On peut d’ailleurs adopter une lecture moins bien intentionnée envers ce manga que celle que j’ai développée jusqu’ici. Dans Thermae Romae se lisent nombre de complexes et de tensions qui travaillent le Japon actuel, pour le peu que j’en connais. Le sexisme, pour commencer (certes, quel pays n’y a pas affaire ? mais il revient souvent dans les mangas et films d’animation que j’ai pu voir – et dont je suis persuadé qu’ils sont loin d’être ce qui se fait de pire en la matière). Mais aussi de tenaces rêves d’empire. Pour un pays tel que le Japon, qui a été un empire, élaborer une intrigue vantant un trait culturel commun entre le Japon et la Rome antique pour en faire le fondement de la civilisation n’a rien d’innocent. Ce n’est pas pour rien que l’un des pays les plus impérialistes actuels, les États-Unis, est si obsédé par la Rome antique (et plus particulièrement par l’empire romain : curieusement, la Rome du VIIe siècle avant J.-C., faite de chaumières et d’escarmouches entre paysans vindicatifs, semble moins passionner Hollywood).
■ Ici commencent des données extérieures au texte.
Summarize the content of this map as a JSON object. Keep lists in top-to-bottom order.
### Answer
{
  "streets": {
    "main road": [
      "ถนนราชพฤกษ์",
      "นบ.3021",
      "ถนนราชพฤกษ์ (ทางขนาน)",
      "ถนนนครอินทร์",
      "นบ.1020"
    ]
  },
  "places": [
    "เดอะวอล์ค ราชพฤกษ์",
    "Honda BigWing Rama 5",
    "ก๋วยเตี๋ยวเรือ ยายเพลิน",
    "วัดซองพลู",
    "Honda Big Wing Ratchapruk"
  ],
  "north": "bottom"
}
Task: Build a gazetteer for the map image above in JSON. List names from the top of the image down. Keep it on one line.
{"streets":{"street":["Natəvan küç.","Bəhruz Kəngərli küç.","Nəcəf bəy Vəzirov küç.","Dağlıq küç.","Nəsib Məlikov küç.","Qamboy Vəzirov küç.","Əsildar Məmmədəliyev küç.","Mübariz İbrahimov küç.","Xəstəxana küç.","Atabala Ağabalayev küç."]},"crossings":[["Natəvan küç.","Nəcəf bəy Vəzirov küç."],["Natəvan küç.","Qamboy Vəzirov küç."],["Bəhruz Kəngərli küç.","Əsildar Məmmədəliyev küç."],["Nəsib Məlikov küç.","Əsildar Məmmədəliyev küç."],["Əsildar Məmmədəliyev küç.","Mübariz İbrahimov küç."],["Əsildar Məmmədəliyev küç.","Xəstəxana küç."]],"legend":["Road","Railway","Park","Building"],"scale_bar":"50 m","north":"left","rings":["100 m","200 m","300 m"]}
Je suis le premier à me plaindre de la manie des critiques de péplums à dégainer des grilles interprétatives politiques qui confinent parfois au délire interprétatif, mais, là, c’est difficile de ne pas y penser.

Par bonheur, la manière dont Mari Yamazaki traite son intrigue ne prête qu’assez peu le flanc à cette critique. Je serais tout de même curieux de lire une suite de Thermae Romae où Lucius Modestus se retrouverait projeté dans d’autres civilisations du bain fameuses, par exemple la civilisation de l’Indus ou l’empire ottoman.

Sans être le chef-d’œuvre du siècle, Thermae Romae mérite de ne pas être sous-estimé, que ce soit pour sa valeur de divertissement, ses aspects de bonne vulgarisation historique (qui régalent les enseignants en quête de moyens attrayants de parler des thermes romains) ou encore pour sa vision du monde humaniste qui n’est vraiment pas de trop par les temps qui courent. Le succès du manga a permis de faire découvrir le talent de Mari Yamazaki, qui a de nouveau abordé l’Antiquité dans un autre manga qu’elle co-dessine avec Miki Tori : Pline, un récit des aventures imaginaires de Pline l’Ancien sous le règne du terrible Néron. Cette biographie imaginaire adopte un ton globalement plus sérieux (sans renoncer à des épisodes cocasses) et s’avère pour le moment plus abouti sur tous les plans. J’espère avoir l’occasion d’en parler ici.

Dans le même genre que Thermae Romae, à part Pline de la même autrice, je vous conseille d’aller voir du côté du cinéma avec Ave, César !, un film des frères Coen sorti en 2016. Il ne parle pas que d’Antiquité, puisqu’il s’agit d’une satire du fonctionnement d’Hollywood dans les années 1950, mais c’est ce à quoi je peux penser de plus proche en termes de type d’humour, qu’il s’agisse des situations cocasses ou du comique fondé sur les jeux de regards. Bien entendu, vous pouvez aussi vous intéresser aux films japonais adaptés de Thermae Romae (il y en a eu deux, avec Hiroshi Abe dans le rôle de Lucius), mais ils n’ont pas l’air d’avoir été diffusés en Europe pour le moment (à mon grand regret, car la bande-annonce du premier est tordante).